Stop it in its tracks
ONE tradition that is maintained on the V/Line system but has been jettisoned on Melbourne metropolitan trains is that of the humble ticket checker.
Perhaps it is a necessity of the job but these men and women are almost unfailingly polite, easygoing and with a great common touch.
Their job straddles that divide between ticket checker and general authority figure ensuring good behaviour on board.
When Melbourne’s trams lost their conductors (or “connies”) — who would walk up and down and check and sell tickets from their bookie-style bags — it lost something special.
The connies were replaced, ultimately, by faceless, humanity-free automation.
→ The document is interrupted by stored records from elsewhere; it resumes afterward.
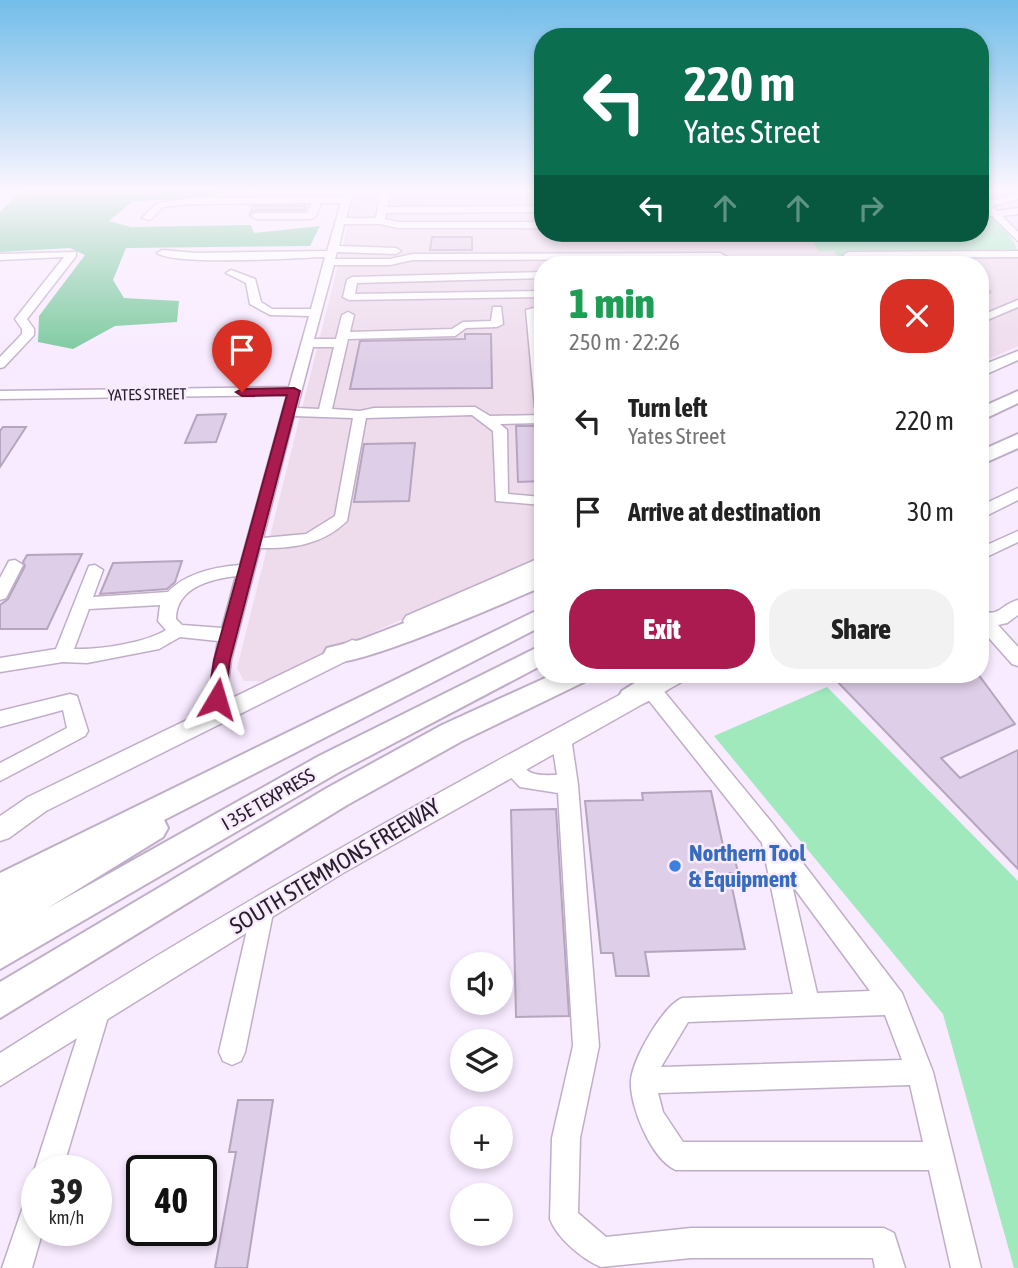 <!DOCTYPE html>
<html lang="en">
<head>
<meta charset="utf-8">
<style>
  body { margin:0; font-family:"Asap Condensed",sans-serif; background:#f2f2f2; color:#222; height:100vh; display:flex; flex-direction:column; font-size:26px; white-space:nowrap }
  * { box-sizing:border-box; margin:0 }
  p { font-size:23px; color:#767676 }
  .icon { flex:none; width:38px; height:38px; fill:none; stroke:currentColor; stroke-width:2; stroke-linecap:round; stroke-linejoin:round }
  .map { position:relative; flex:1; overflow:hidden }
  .drawer { position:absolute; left:534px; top:256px; width:455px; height:427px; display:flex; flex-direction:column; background:#fff; border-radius:28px; box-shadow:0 4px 10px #0003 }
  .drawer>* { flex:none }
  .hud { position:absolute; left:534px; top:28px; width:455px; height:214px; border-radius:28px; box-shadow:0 4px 10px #0003; background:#0b6e4f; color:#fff; overflow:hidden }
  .buttons { position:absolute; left:450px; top:952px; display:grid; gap:14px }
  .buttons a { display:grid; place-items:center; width:63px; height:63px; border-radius:50%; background:#fff; box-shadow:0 4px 10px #0003; font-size:35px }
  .speed { position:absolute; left:21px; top:1155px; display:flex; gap:14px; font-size:35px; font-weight:700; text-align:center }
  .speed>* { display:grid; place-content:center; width:91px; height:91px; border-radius:50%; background:#fff; box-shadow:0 4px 10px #0003; line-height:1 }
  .speed small { font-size:18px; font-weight:400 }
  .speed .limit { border:4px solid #111; border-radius:10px; background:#fff; color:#111 }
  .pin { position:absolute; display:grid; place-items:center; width:60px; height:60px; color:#fff; margin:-72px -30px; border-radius:50% 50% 50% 0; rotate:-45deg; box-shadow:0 0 7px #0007 }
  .pin .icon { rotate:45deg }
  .me { position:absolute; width:77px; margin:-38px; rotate:7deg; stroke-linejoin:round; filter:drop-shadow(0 0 5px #0008) }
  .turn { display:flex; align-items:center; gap:24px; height:147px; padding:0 35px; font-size:32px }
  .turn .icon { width:91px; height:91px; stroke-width:2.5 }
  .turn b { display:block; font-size:49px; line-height:60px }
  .lanes { display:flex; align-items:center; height:66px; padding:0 35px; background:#0003; justify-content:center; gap:35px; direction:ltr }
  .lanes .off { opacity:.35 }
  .round { display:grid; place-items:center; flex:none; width:74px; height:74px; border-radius:28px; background:#f2f2f2 }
  .headline { display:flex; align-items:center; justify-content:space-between; height:119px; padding:0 35px }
  h1 { font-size:42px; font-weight:800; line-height:52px; color:#1e9e55 }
  .action { display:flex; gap:14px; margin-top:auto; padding:14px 35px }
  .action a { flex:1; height:80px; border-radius:28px; background:#ac1b50; color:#fff; font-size:28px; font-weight:800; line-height:80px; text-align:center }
  .action a+a { background:#f2f2f2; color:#222 }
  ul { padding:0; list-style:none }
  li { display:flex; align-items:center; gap:21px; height:91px; padding:0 35px }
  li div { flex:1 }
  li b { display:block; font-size:26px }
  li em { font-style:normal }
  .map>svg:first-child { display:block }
  .built { fill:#f3ddfd }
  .industrial { fill:#eedbec }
  .green { fill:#9fe9bd }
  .forest { fill:#74c799 }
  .building { fill:#dfcee7; stroke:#b6a5be; stroke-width:2 }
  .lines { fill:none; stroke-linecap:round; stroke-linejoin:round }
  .minor-casing { stroke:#bfaec7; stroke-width:3 }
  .major-casing { stroke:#bfaec7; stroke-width:3 }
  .highway-casing { stroke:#bfaec7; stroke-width:4 }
  .minor { fill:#fff; fill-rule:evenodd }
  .major { fill:#fff; fill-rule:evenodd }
  .highway { fill:#fff; fill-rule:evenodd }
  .route { fill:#ac1b50; stroke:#701234; stroke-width:2 }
  .shop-dot { fill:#3f7fe0; stroke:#f8eaff; stroke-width:2.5 }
  .labels { text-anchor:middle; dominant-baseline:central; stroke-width:5; stroke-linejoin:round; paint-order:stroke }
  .far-street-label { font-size:16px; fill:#261f28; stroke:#f8eaff }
  .street-label { font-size:19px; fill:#261f28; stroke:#f8eaff }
  .near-shop-label { font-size:23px; font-weight:bold; fill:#366cbe; stroke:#f8eaff; text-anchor:start }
  .near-street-label { font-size:23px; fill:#261f28; stroke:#f8eaff }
</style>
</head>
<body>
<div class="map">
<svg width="1018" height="1268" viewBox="0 0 1018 1268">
  <rect width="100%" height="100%" fill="#f8eaff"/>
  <!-- built -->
  <path class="built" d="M 980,189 L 1018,189 L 1018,233 L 1006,220 L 980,214 Z"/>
  <!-- industrial -->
  <g class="industrial">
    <path d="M 357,189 L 542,189 L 542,233 L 808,233 L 819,251 L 834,251 L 843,264 L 542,264 L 542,557 L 264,681 L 244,681 L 237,668 Z"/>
    <path d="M 931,256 L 1018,257 L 1018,346 L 980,363 L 980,264 L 939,264 Z"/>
  </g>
  <!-- green -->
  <g class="green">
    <path d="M 980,214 L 990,214 C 1001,226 1018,240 1018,257 L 932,257 L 939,264 L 843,264 L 834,251 L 819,252 L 808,233 L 980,233 Z"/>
    <path d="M 827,687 L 1018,881 L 1018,1268 L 1014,1268 L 943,1014 L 714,736 Z"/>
  </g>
  <!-- forest -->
  <path class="forest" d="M 22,189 L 218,189 L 223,194 L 182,199 L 133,201 L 109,221 L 131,227 L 251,225 L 254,233 L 320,226 L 310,246 L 126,248 L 113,280 L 124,298 L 179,301 L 177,322 L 115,326 L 73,349 L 38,342 L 39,316 L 85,255 L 70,248 L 0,252 L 0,212 Z"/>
  <!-- building -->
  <g class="building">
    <path d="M 253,206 L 306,206 L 305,210 L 256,210 L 250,214 Z"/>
    <path d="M 432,237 L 472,237 L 472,250 L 430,250 Z"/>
    <path d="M 465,334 L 491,334 L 492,388 L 350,389 L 360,341 L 465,339 Z"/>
    <path d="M 226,414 L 216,442 L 185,443 L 197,415 Z"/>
    <path d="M 516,426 L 540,426 L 542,481 L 518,482 Z"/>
    <path d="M 3,427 L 26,427 L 0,467 L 0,431 Z"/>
    <path d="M 415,443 L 409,501 L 354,502 L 364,444 Z"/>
    <path d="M 82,554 L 47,629 L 0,629 L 0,605 L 8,599 L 25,566 L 23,562 L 27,555 Z"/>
    <path d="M 182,561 L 175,582 L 167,589 L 100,594 L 113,563 Z"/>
    <path d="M 830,674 L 978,674 L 1015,724 L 941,758 L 960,778 L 1018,750 L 1018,869 Z"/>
    <path d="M 711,791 L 724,850 L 733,850 L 738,873 L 729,873 L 745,949 L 645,952 L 649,976 L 616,976 L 613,953 L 601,953 L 585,801 L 643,800 L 642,793 Z"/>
    <path d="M 556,809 L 569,1016 L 516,1017 L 511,810 Z"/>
    <path d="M 238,1100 L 273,1100 L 247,1268 L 215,1268 L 236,1152 L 229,1152 Z"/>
  </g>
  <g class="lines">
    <!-- minor casing -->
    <g class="minor-casing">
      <g id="minor">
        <path d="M 345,189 L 354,189 L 346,218 L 376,218 L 381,189 L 390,189 L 387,207 L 542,206 L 542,212 L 386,213 L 385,219 L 398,222 L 542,222 L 542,228 L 398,228 L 380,224 L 344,224 L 339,246 L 396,248 L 401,251 L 396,254 L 337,252 L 335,259 L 390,259 L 413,254 L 720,253 L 740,264 L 728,264 L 718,259 L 413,260 L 390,265 L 334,265 L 314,339 L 336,339 L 342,315 L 348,312 L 354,315 L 350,332 L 452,329 L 463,322 L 491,321 L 493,307 L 501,307 L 503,324 L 497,327 L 466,328 L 455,336 L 348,339 L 332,409 L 360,411 L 374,408 L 475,407 L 490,416 L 542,415 L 542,423 L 500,424 L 507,430 L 508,494 L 542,497 L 542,505 L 496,501 L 493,431 L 472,415 L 366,418 L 347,521 C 323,544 293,549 260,548 L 231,660 L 226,699 L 211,726 L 204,729 L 197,726 L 194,721 L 208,698 L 218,641 L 180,637 L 159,649 L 87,663 L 63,662 L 0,672 L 0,658 L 56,649 L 89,566 L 95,565 L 103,570 L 93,597 L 168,592 C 186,573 214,567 240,565 L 287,395 L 0,399 L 0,391 L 289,387 L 309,316 L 270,315 L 250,304 L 246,283 L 226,273 L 231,270 L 255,279 L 261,302 L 272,309 L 311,309 L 325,257 C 295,258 176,266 157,253 L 162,250 L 196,253 L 327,251 L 341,203 L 321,203 L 316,216 L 311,219 L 256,219 L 251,216 L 256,213 L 307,213 L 312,203 L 192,204 L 163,207 L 150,220 L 142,218 L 157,203 L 192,198 L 342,197 ZM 313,347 L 334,347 L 319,409 L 297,408 ZM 294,416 L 353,418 L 335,516 L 306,534 L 263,538 ZM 236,576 L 222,628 L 182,625 L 176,619 C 176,588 210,579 236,576 ZM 160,605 L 158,621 L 166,630 C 145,643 99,650 74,649 L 89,609 Z"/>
        <path d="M 1018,193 L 1018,199 L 992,206 L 997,211 L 1018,208 L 1018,214 L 1002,216 L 1018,232 L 1018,241 L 992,216 L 980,214 L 980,208 L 985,209 L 986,206 L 980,206 L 980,200 L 995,200 Z"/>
        <path d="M 1018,251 L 1018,257 L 848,258 L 843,255 L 848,252 Z"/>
        <path d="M 76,252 L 76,256 L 27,319 L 34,329 L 34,335 L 4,367 L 0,368 L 0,357 L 22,334 L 22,329 L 15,319 L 64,257 L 0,260 L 0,254 Z"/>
        <path d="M 542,272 L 542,278 L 357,283 L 355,294 L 542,291 L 542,297 L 349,300 L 343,297 L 347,280 L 352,277 Z"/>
        <path d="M 980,284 L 990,292 L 980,297 Z"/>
        <path d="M 1018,300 L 1018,307 L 980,323 L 980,316 Z"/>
        <path d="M 542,306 L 542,312 L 538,313 L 542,353 L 542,411 L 535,407 L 526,310 Z"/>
        <path d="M 1018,531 L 1018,542 L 980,560 L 980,548 Z"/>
        <path d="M 15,560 L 23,565 L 6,598 L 0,600 L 0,578 L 9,561 Z"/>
        <path d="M 1018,600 L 1018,615 L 1007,623 L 998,625 L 1018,647 L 1018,666 L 1012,664 L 980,628 L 980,611 C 1002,617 999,605 1018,600 Z"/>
        <path d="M 650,681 L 657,683 L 773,824 L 902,993 L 933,1072 L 981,1268 L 951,1268 L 929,1170 L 676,1170 C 652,1160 629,1106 631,1080 C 633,1058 663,1006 682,998 L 793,994 L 762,843 L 643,693 L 641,688 L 643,683 ZM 792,885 L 870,991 L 817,993 ZM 885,1015 L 902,1060 L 661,1067 L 688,1022 ZM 910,1085 L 923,1142 L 683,1142 L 663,1112 L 658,1093 Z"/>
        <path d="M 70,694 L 77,696 L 88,731 L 85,736 L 0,781 L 0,763 L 67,728 L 63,710 L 0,727 L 0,711 Z"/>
        <path d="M 561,729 L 568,732 L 571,737 L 578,785 L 599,1046 L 580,1138 L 578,1213 L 606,1237 L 691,1228 L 884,1228 L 894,1233 L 905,1268 L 875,1268 L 873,1258 L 691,1258 L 601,1267 C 582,1259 557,1238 550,1219 L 552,1138 L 573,1046 L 558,793 L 520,787 L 499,765 L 502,759 C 518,754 520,768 532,773 C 539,776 550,775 557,775 L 551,737 L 554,732 Z"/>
        <path d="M 263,897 L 271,901 L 274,908 L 245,1052 L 241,1061 L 232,1065 L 223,1061 L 219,1052 L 252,908 L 255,901 Z"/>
        <path d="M 99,995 L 108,998 L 111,1007 L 62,1171 L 37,1171 L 37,1177 L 34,1171 L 87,1007 L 90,998 Z"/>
        <path d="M 37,1191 L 37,1230 L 43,1230 L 32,1268 L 2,1268 L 27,1195 Z"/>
      </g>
    </g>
    <!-- major casing -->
    <g class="major-casing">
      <g id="major">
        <path d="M 1018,351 L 1018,360 L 980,377 L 980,366 Z"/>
        <path d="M 1018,488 L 1018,500 L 980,519 L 980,506 Z"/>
        <path d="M 542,557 L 542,570 L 420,626 L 413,628 L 406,626 L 403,621 L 406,616 Z"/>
        <path d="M 352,640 L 360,642 L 363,648 L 360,654 L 46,811 L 9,838 L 0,841 L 0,816 L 28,797 Z"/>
        <path d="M 659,674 L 688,674 L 685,680 L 343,873 L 0,1086 L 0,1053 C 214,917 435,792 659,674 Z"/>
      </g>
    </g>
    <!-- highway casing -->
    <g class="highway-casing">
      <g id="highway">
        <path d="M 1018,391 L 1018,403 L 980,421 L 980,408 Z"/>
        <path d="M 1018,434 L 1018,448 L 980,465 L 980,451 Z"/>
        <path d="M 542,570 L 542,587 C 507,601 355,670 327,662 L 323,655 L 327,648 L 360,640 Z"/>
        <path d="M 542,608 L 542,626 L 164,820 L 168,828 L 163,837 L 46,909 L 319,756 L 542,645 L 542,665 L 339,772 L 0,969 L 0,873 Z"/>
        <path d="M 554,674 L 590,674 L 586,681 L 462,741 L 347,805 L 0,1018 L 0,982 L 327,788 L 442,725 Z"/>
        <path d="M 649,674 L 682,674 C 673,690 639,711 622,705 L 618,698 L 622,691 Z"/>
      </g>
    </g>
    <!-- minor -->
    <use href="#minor" class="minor"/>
    <!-- major -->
    <use href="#major" class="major"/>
    <!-- highway -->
    <use href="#highway" class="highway"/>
  </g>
  <!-- sky -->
  <linearGradient id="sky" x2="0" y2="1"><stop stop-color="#72bde9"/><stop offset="0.52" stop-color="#fcf6ff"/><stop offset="1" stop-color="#fcf6ff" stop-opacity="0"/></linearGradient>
  <rect width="1018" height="366" fill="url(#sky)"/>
  <!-- route -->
  <path class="route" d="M 294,388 L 300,391 L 230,660 L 225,699 L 223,703 L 211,703 L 208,699 L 214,660 L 287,395 L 242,396 L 236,392 L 242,389 Z"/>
  <!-- markers -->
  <circle class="shop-dot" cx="675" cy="866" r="7"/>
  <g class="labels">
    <!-- far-street labels -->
    <g class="far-street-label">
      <text transform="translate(147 394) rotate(-1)">YATES STREET</text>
    </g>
    <!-- street labels -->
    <g class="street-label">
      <text transform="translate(268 799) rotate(-30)">I 35E TEXPRESS</text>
    </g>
    <!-- near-shop labels -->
    <g class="near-shop-label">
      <text x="689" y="853">Northern Tool<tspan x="689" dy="26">&amp; Equipment</tspan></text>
    </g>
    <!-- near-street labels -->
    <g class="near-street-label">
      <text transform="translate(335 866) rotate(-31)">SOUTH STEMMONS FREEWAY</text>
    </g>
  </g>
</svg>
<div class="buttons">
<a><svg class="icon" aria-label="sound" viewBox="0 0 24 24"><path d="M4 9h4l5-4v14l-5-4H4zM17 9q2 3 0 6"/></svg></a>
<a><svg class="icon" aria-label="layers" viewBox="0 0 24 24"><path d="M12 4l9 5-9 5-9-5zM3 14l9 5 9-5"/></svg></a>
<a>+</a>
<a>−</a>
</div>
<div class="speed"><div>39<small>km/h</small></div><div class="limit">40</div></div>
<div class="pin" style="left:242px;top:392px;background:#d93025"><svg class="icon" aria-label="arrive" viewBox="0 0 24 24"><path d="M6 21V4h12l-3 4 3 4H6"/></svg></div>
<svg class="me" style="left:217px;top:699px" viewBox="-20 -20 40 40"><path d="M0-17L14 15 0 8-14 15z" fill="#ac1b50" stroke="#fff" stroke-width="4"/></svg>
<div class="hud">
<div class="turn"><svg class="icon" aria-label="left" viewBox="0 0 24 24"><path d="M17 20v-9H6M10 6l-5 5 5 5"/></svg><div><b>220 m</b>Yates Street</div></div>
<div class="lanes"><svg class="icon" aria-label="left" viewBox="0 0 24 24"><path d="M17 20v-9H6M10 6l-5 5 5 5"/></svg><svg class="icon off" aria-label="ahead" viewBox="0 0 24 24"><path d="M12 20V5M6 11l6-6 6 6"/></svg><svg class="icon off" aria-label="ahead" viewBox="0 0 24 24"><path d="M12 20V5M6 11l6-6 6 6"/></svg><svg class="icon off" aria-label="right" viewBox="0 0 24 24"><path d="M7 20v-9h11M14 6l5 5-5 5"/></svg></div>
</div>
<section class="drawer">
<div class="headline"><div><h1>1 min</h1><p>250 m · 22:26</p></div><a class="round" style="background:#d93025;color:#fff"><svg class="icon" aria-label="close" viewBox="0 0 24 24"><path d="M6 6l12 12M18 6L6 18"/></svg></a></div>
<ul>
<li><svg class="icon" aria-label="left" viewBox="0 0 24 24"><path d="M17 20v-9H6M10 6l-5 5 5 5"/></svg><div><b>Turn left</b><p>Yates Street</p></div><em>220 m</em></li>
<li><svg class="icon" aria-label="arrive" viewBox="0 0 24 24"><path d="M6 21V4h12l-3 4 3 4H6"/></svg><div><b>Arrive at destination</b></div><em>30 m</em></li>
</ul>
<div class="action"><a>Exit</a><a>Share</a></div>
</section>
</div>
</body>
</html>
We beep on, we beep off and no other human is involved in the transaction. We beep on and off the V/Line, too — but in between, on the carriage, there is a friendly ticket checker who can listen to your story about the broken ticket machine and weigh up whether it has any merit and exercise a discretion.
On the metropolitan lines the inhuman automation system — which risks being sidestepped by fare evaders — is buttressed by the burly enforcement arm: ticket inspectors.
The ticket inspector is to the ticket checker what the rottweiler is to the poodle.
Given all this, it is very saddening that assaults against V/Line staff, certain to include some friendly ticket checkers, are on the rise.
Some jobs come with an assumption of risk — police officers, emergency services workers.
But too often today, those whose jobs should never encounter violence — paramedics, for instance, and rail staff — are being used as punching bags by anti-social members of the public.
The answers to this scourge are not clear. It would be a shame to have to keep adding to the numbers of security professionals walking the streets and riding the rails.
But we must find the solution and stop this ugly trend in its tracks.